Exercise goal
Locate the line that contains "Dump the readable content of the picture". Print it and each following line through the end of the listing, verbatim, and nothing more.

▽

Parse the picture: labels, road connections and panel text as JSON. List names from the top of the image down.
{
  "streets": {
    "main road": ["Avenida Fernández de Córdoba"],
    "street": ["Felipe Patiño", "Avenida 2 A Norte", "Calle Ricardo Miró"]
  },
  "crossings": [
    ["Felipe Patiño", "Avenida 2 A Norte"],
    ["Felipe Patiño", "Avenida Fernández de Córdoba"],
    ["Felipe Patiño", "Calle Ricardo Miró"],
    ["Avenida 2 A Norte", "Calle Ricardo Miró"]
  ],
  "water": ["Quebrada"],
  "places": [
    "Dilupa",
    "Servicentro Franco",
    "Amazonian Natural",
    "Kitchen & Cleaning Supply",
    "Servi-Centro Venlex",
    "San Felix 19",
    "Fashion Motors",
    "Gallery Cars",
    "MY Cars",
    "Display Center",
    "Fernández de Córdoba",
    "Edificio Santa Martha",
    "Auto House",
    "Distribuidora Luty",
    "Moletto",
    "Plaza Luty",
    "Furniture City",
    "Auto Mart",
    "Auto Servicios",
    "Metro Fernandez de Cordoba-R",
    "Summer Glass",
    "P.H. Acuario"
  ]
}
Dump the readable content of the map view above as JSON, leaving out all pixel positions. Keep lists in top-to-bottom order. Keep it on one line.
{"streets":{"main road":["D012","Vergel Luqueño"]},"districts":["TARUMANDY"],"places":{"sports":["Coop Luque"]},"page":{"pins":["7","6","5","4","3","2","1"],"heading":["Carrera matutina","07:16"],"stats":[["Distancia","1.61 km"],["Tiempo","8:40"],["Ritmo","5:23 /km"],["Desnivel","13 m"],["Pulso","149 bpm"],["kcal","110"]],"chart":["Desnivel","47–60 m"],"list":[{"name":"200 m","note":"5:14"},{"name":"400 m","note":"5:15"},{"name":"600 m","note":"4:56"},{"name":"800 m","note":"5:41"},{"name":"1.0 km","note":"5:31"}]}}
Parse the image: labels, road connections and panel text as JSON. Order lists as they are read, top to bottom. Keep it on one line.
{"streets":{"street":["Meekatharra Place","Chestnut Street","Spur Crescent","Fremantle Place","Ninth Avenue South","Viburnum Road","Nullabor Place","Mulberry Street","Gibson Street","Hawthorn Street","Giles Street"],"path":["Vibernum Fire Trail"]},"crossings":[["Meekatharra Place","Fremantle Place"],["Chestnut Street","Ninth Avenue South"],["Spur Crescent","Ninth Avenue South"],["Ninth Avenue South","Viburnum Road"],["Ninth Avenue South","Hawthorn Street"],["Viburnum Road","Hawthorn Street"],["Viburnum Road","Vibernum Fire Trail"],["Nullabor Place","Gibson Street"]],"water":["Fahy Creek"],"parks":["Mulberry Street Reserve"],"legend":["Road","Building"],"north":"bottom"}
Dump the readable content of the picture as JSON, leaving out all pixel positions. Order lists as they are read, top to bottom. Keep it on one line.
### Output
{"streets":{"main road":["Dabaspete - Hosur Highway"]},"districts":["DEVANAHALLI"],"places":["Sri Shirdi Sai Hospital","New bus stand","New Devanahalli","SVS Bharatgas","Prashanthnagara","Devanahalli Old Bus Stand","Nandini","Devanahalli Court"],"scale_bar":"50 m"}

△

Output of the task
Dump the readable content of the picture as JSON, leaving out all pixel positions. Order lists as they are read, top to bottom. Keep it on one line.
### Output
{"streets":{"main road":["Dabaspete - Hosur Highway"]},"districts":["DEVANAHALLI"],"places":["Sri Shirdi Sai Hospital","New bus stand","New Devanahalli","SVS Bharatgas","Prashanthnagara","Devanahalli Old Bus Stand","Nandini","Devanahalli Court"],"scale_bar":"50 m"}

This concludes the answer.